Lorenz Forvang
Lorenz Forvang

Reputation: 265

Comparing Numpy and Matlab array summation speed

I recently converted a MATLAB script to Python with Numpy, and found that it ran significantly slower. I expected similar performance, so I'm wondering if I'm doing something wrong.

As stripped-down example, I manually sum a geometric series:

MATLAB version:

function s = array_sum(a, array_size, iterations)
    s = zeros(array_size);
    for m = 1:iterations
        s = a + 0.5*s;
    end
end

% benchmark code
array_size = 500
iterations = 500
a = randn(array_size)
f = @() array_sum(a, array_size, iterations);
fprintf('run time: %.2f ms\n', timeit(f)*1e3);

Python/Numpy version:

import numpy as np
import timeit

def array_sum(a, array_size, iterations):
    s = np.zeros((array_size, array_size))
    for m in range(iterations):
        s = a + 0.5*s
    return s

array_size = 500
iterations = 500
a = np.random.randn(array_size, array_size)
timeit_iterations = 10
t1 = timeit.timeit(lambda: array_sum(a, array_size, iterations),
                   number=timeit_iterations)
print("run time: {:.2f} ms".format(1e3*t1/timeit_iterations))

On my machine, MATLAB completes in 58 ms.
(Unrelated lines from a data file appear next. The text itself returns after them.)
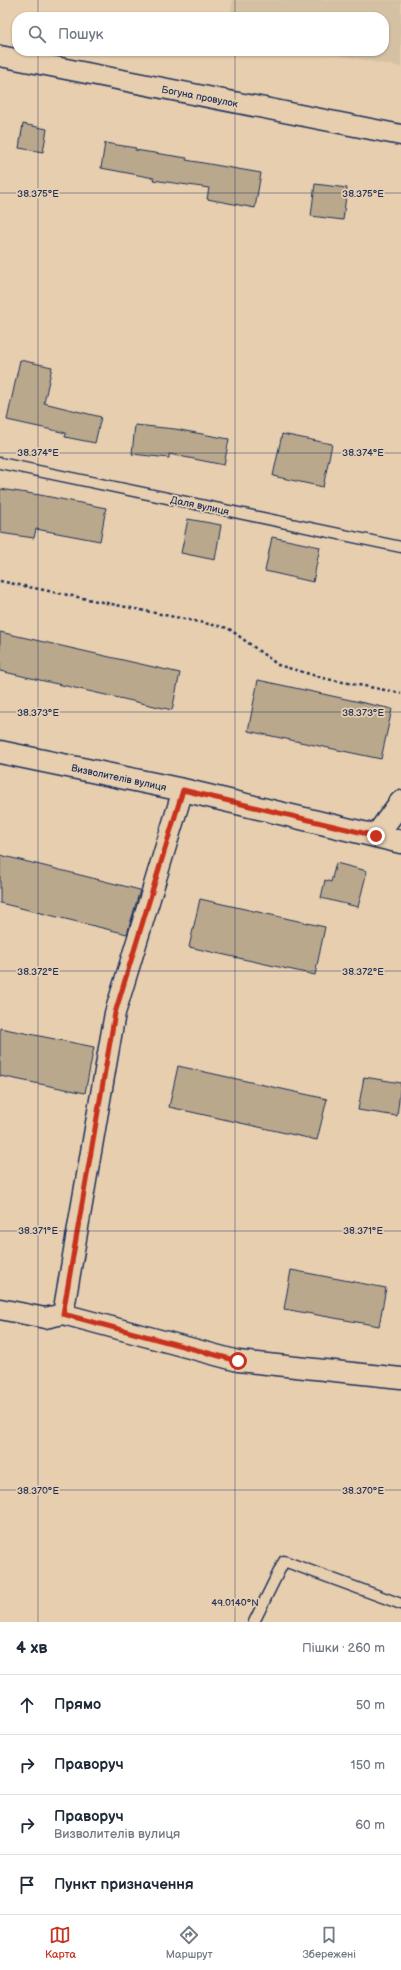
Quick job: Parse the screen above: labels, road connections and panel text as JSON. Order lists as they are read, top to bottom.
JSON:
{
  "streets": {
    "street": ["Богуна провулок", "Визволителів вулиця"],
    "lane": ["Даля вулиця"]
  },
  "page": {
    "search": "Пошук",
    "heading": ["4 хв", "Пішки · 260 m"],
    "list": [
      ["Прямо", "50 m"],
      ["Праворуч", "150 m"],
      ["Праворуч", "Визволителів вулиця", "60 m"],
      "Пункт призначення"
    ],
    "nav": ["Карта", "Маршрут", "Збережені"]
  },
  "coordinates": [
    "38.375°E",
    "38.374°E",
    "38.373°E",
    "38.372°E",
    "38.371°E",
    "38.370°E",
    "49.0140°N"
  ]
}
The Python version runs in 292 ms, or 5X slower.

I also tried speeding up the Python code by adding the Numba JIT decorator @jit('f8[:,:](i8, i8)', nopython=True), but the time only dropped to 236 ms (4X slower).

This is slower than I expected. Am I using timeit improperly? Is there something wrong with my Python code?

EDIT: edited so that the random matrix is created outside of benchmarked function.

EDIT 2: I ran the benchmark using Torch instead of Numpy (calculating the sum as s = torch.add(s, 0.5, a)) and it runs in just 52 ms on my computer!

Upvotes: 12

Views: 859

Answers (3)

seekiu
seekiu

Reputation: 127

From my experience, when using numba's jit function it's usually faster to expand array operations into loops. So I tried to rewrite your python function as:

@jit(nopython=True, cache=True)
def array_sum_numba(a, array_size, iterations):
    s = np.zeros((array_size, array_size))
    for m in range(iterations):
        for i in range(array_size):
            for j in range(array_size):
                s[i,j] = a[i,j] + 0.5 * s[i,j]
    return s

And out of curiosity, I've also tested @percusse's version with a little modification on the parameter:

def array_sum2(r, array_size, iterations):
    s = np.zeros((array_size, array_size))
    for m in range(iterations):
        s /= 2
        s += r
    return s

The testing results on my machine are:

  • original version run time: 143.83 ms
  • numba jitted loop version run time: 26.99 ms
  • @percusse's version run time: 61.38 ms

This result is within my expectation. It's worthing mentioning that I've increased timeit iterations to 50, which results in some significant time reduction for numba version.

In summary: The Python code can still be significantly accelerated if you use numba's jit and write the function in loops. I don't have Matlab on my machine to test, but my guess is with numba the python version is faster.

Upvotes: 3

percusse
percusse

Reputation: 3106

Since you are updating the same variable suitable for inplace operations, you can update your function as

def array_sum2(array_size, iterations):
    s = np.zeros((array_size, array_size))
    r = np.random.randn(array_size, array_size)
    for m in range(iterations):
        s /= 2
        s += r
    return s

This has given the following speed benefit on my machine compared to array_sum

run time: 157.32 ms
run time2: 672.43 ms

Upvotes: 2

hpaulj
hpaulj

Reputation: 231375

Times include the randn call as well as the summation:

In [68]: timeit array_sum(array_size, 0)
16.6 ms ± 436 µs per loop (mean ± std. dev. of 7 runs, 100 loops each)
In [69]: timeit array_sum(array_size, 1)
18.9 ms ± 293 µs per loop (mean ± std. dev. of 7 runs, 100 loops each)
In [70]: timeit array_sum(array_size, 20)
55.5 ms ± 131 µs per loop (mean ± std. dev. of 7 runs, 10 loops each)
In [71]: (55-16)/20
Out[71]: 1.95

So it's 16ms for the setup, and 2ms per iteration. Same pattern with 500 iterations.

MATLAB does some JIT compilation. I don't know if that's the case here or not. I don't have MATLAB to test. In Octave (no timeit)

>> t = time(); array_sum(500,0); (time()-t)*1000
ans =  13.704
>> t = time(); array_sum(500,1); (time()-t)*1000
ans =  16.219
>> t = time(); array_sum(500,20); (time()-t)*1000
ans =  82.346
>> t = time(); array_sum(500,500); (time()-t)*1000
ans =  1610.6

Octave's random is faster, but the per iteration sum is slower.